Città/Campagna(Asse territoriale e rivoluzione industriale): siamo di fronte ad una frattura strettamente legata alla rivoluzione industriale che ha provocato una netta crescita urbana che di conseguenza ha provocato un degrado di interesse verso i territori rurali. Da qui abbiamo la nascita di partiti agrari come è accaduto nei paesi scandinavi.
Capitale/Lavoro(Asse funzionale e rivoluzione industriale): questa frattura è una frattura senza patria. In altri termini possiamo dire che è stata presente nell’epoca post-industriale di tutti i paesi che hanno conosciuto la rivoluzione industriale.
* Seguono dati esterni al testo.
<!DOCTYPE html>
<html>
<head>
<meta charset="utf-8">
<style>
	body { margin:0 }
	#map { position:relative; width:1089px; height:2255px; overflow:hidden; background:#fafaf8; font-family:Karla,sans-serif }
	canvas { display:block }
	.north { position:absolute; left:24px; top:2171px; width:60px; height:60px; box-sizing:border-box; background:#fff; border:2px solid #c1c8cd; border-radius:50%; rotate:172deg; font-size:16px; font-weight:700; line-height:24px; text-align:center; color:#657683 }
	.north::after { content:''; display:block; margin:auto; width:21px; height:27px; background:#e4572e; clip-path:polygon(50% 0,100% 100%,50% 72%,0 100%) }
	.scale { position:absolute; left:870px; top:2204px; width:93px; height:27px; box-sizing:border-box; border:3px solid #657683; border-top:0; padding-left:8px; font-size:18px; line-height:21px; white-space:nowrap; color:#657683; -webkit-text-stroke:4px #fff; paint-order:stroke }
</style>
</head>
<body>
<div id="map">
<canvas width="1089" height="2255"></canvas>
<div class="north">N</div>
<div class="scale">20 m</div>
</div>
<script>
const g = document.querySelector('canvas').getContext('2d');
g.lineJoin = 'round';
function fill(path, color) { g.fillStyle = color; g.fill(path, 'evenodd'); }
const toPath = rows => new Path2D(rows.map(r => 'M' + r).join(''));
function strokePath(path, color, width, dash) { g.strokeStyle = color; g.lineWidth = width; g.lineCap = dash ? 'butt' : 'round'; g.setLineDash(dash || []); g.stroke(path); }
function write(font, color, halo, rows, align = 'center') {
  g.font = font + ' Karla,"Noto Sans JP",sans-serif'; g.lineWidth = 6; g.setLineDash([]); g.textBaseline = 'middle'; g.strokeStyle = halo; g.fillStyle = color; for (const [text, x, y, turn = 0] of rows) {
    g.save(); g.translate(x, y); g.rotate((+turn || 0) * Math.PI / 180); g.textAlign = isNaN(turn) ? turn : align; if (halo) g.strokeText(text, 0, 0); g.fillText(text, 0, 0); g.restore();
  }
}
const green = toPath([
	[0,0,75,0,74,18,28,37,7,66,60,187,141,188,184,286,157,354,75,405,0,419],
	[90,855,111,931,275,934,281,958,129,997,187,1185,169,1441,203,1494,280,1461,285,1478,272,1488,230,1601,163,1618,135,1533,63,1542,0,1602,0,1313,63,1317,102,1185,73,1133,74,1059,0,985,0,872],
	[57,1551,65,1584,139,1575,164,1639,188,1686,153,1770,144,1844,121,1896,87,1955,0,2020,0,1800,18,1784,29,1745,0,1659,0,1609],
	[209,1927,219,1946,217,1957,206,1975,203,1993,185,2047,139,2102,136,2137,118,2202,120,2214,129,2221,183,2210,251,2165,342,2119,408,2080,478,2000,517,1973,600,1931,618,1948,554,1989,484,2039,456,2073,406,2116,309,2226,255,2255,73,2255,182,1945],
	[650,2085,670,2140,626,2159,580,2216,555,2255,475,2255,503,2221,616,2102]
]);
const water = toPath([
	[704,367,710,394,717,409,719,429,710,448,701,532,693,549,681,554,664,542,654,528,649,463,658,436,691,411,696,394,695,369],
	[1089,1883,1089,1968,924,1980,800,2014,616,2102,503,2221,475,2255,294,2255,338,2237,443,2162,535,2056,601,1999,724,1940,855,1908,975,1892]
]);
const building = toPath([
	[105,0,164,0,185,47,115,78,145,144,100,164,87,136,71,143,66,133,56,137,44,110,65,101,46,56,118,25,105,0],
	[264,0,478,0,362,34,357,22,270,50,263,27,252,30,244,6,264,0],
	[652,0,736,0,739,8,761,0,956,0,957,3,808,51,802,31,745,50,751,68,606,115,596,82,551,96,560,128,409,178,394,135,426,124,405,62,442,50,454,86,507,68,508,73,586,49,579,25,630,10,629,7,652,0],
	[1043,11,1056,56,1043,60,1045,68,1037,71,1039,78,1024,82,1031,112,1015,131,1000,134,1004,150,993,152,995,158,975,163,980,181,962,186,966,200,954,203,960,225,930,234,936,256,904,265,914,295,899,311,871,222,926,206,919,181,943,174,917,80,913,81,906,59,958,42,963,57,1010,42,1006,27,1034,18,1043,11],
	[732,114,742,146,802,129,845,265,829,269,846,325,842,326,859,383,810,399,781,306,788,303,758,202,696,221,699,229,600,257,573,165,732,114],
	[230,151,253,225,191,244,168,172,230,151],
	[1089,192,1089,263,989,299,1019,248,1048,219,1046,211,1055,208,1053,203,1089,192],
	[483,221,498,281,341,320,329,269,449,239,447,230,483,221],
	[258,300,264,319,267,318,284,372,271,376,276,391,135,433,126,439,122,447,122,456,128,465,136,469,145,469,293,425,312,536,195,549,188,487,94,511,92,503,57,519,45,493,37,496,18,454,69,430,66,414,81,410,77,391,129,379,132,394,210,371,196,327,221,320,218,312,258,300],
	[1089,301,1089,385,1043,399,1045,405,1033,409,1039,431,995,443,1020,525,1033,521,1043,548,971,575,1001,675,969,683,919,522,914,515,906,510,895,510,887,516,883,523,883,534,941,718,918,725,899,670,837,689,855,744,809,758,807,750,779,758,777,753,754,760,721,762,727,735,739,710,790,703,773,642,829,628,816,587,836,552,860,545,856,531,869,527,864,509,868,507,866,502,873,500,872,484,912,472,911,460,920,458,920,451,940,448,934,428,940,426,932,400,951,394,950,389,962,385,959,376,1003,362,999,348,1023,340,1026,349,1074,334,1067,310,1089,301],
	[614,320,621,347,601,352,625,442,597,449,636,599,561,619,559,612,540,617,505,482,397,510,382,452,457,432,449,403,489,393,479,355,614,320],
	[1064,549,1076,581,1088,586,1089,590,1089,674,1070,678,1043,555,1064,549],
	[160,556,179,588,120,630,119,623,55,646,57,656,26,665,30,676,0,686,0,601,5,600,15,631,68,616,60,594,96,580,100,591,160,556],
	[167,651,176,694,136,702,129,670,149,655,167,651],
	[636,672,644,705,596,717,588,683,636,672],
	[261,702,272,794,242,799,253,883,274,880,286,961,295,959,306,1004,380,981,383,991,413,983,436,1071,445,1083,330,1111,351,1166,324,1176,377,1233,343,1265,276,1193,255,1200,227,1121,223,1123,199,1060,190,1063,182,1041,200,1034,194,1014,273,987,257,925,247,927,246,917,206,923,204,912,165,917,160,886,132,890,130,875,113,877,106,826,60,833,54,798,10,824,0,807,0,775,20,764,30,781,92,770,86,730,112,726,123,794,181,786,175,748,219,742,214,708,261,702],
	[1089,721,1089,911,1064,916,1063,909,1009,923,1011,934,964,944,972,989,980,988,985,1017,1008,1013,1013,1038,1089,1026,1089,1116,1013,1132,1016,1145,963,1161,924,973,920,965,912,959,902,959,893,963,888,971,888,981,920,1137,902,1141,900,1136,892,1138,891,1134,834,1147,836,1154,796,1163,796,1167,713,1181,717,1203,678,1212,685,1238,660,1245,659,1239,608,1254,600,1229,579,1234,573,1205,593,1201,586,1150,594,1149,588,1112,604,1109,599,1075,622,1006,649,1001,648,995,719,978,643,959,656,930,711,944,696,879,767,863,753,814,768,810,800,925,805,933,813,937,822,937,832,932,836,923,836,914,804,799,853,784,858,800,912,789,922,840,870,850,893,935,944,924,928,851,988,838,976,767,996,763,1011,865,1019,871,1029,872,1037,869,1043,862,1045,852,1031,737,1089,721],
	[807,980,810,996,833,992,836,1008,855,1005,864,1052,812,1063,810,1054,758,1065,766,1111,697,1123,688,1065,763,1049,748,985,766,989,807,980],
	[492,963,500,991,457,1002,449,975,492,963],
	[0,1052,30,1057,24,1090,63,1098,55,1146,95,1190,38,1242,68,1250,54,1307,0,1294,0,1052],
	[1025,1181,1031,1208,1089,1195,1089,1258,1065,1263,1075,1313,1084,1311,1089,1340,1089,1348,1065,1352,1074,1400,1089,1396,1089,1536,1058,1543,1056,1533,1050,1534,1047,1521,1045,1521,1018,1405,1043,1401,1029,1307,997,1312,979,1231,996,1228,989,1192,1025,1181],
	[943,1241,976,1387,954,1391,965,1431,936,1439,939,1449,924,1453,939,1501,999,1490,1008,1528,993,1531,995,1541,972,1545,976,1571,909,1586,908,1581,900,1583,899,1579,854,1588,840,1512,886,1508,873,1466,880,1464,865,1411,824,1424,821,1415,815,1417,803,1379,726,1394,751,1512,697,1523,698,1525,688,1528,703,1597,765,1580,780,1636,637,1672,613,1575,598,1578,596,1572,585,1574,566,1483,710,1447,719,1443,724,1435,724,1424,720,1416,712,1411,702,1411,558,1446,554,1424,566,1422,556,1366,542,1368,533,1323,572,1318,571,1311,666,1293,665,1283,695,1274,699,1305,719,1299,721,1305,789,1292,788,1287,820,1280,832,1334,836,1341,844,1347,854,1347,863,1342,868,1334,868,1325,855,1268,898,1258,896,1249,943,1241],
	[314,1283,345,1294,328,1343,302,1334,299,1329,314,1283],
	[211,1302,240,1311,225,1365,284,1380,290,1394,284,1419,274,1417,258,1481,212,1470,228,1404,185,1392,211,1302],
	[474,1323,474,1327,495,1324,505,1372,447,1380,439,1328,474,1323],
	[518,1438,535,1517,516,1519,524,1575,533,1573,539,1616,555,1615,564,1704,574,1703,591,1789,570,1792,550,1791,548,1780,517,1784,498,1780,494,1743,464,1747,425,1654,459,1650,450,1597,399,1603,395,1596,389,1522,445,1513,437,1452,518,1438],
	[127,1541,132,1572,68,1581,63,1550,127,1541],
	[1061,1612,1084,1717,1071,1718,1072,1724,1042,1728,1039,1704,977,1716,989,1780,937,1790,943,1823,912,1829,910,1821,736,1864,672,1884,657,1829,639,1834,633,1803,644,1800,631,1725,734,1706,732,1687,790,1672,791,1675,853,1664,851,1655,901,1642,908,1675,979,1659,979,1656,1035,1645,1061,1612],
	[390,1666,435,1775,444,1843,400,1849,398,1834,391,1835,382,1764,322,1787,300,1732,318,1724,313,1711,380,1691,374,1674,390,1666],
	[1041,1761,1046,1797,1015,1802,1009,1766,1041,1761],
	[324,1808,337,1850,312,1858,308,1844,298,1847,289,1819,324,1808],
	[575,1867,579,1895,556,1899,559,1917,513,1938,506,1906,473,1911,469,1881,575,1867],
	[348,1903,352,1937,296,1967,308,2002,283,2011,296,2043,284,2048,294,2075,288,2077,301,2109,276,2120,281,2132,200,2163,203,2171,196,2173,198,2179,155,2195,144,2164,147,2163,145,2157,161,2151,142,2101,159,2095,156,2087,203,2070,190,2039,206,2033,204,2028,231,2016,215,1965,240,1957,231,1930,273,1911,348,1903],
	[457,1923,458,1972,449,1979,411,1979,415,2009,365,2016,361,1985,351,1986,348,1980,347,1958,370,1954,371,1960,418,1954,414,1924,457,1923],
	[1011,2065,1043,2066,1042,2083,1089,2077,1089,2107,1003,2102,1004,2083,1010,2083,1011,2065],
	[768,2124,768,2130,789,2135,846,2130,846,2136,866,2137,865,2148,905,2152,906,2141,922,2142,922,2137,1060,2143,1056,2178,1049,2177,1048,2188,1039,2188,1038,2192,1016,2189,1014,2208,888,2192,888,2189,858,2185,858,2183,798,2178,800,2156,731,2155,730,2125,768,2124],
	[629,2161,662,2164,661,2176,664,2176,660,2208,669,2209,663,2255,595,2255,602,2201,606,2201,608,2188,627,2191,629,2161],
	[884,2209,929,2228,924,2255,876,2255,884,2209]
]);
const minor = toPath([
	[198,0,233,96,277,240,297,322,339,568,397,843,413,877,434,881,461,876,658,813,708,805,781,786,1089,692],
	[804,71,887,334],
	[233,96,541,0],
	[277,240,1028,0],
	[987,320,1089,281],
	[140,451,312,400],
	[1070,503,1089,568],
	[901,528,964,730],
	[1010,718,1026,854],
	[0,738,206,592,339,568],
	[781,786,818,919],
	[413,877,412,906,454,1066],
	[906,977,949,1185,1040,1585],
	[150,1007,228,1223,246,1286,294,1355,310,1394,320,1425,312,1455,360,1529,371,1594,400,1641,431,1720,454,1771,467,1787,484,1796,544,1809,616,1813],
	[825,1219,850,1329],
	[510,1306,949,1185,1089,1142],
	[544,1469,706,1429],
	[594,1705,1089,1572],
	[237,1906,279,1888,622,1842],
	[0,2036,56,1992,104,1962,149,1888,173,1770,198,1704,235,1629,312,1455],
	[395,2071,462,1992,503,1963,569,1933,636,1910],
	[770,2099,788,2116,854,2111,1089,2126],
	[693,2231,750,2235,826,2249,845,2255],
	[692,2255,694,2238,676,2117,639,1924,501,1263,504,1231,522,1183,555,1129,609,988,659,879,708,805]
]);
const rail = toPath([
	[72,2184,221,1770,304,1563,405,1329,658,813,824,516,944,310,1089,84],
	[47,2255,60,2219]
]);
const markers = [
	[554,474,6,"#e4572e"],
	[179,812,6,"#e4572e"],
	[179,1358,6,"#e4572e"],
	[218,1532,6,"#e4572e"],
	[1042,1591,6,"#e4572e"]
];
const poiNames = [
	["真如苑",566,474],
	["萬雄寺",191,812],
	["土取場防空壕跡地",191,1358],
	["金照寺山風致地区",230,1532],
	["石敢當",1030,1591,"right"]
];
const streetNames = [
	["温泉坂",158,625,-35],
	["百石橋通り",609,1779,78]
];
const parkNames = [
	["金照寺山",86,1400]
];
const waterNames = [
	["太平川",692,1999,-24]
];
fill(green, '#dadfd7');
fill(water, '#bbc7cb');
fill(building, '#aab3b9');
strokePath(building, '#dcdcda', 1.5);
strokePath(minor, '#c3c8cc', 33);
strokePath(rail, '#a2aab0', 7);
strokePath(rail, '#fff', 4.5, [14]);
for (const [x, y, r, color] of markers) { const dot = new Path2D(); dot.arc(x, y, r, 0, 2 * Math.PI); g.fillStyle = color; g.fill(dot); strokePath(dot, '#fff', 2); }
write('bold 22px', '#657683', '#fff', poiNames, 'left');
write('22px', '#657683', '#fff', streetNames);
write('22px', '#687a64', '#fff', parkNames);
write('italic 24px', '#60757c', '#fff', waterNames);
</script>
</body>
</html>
La sua politicizzazione nasce sostanzialmente con le grandi mobilitazioni di masse operaie e da vita a diversi tipi di partiti operai.

Possiamo ora stilare una lista dei tipi di partiti che si produssero in Europa secondo lo studio di Rokkan e Lipset:

Rivoluzione nazionale:
Stato/Chiesa:
Partiti confessionali
Centro/Periferia:
Partiti regionalisti

Rivoluzione funzionale:
Datori di lavoro/Lavoratori:
Partiti socialisti
Città/Campagna:
Partiti agrari

All’ombra di questo congelamento dei partiti, nuove fratture hanno visto la luce dando vita a nuovi partiti più piccoli.

Durante le crisi democratiche degli anni venti e del dopoguerra sono emersi dei partiti neofascisti che dichiaravano lealtà al vecchio regime.

Tra fine anni ’70  e  inizio anni ’80 sbocciano i così detti partiti verdi in Italia, Olanda, Francia, Germania, Belgio che operano a difesa della natura e dell’ambiente nell’ormai età post-industriale.

Dalla fine degli anni ’70 si assiste invece al ritorno dell’estrema destra  e dell'estrema sinistra.

Dopo la caduta dell'Unione Sovietica nel 1991 c'è stato un periodo di 25 anni in cui l'alternanza politica è avvenuta tra partiti di centro-destra e partiti di centro-sinistra interni al paradigma globale neoliberista.

Il 2016, con la Brexit e la vittoria di Trump ha segnato la fine di quest'epoca globalista, individuando, in ogni contesto elettorale, altri due cleavages di rilevanza fondamentale.

Quello tra Oligarchia e Populismo, basato sul contrasto tra le elites e le masse e quello, solo in parte sovrapponibile, tra:
Globalismo e Nazionalismo basato sul contrasto tra la globalizzazione e la difesa delle identità tradizionali.

Una domanda può essere legittima, ossia se esista un qualche nesso tra il Globalismo del Nuovo Ordine Mondiale e i progetti di monarchia universale del passato: quello di Napoleone, quello di Carlo V, quello dei sovrani del Sacro Romano Impero.

Nel caso dell'impero napoleonico possono esistere dei nessi, nel senso che Napoleone portava avanti un progetto basato sulla borghesia, per quanto inquadrata in un modello burocratico e militare centralista di tipo statale, laddove il Globalismo attuale fonda il suo potere sulla burocrazia interna alle banche, alle grandi imprese e alle organizzazioni internazionali.

Riguardo invece all'universalismo imperiale romano o a quello medievale e cristiano, l'attuale NWO (New World's Order, Nuovo Ordine Mondiale) dell'Oligarchia Globalista rappresenta la negazione di stampo massonico.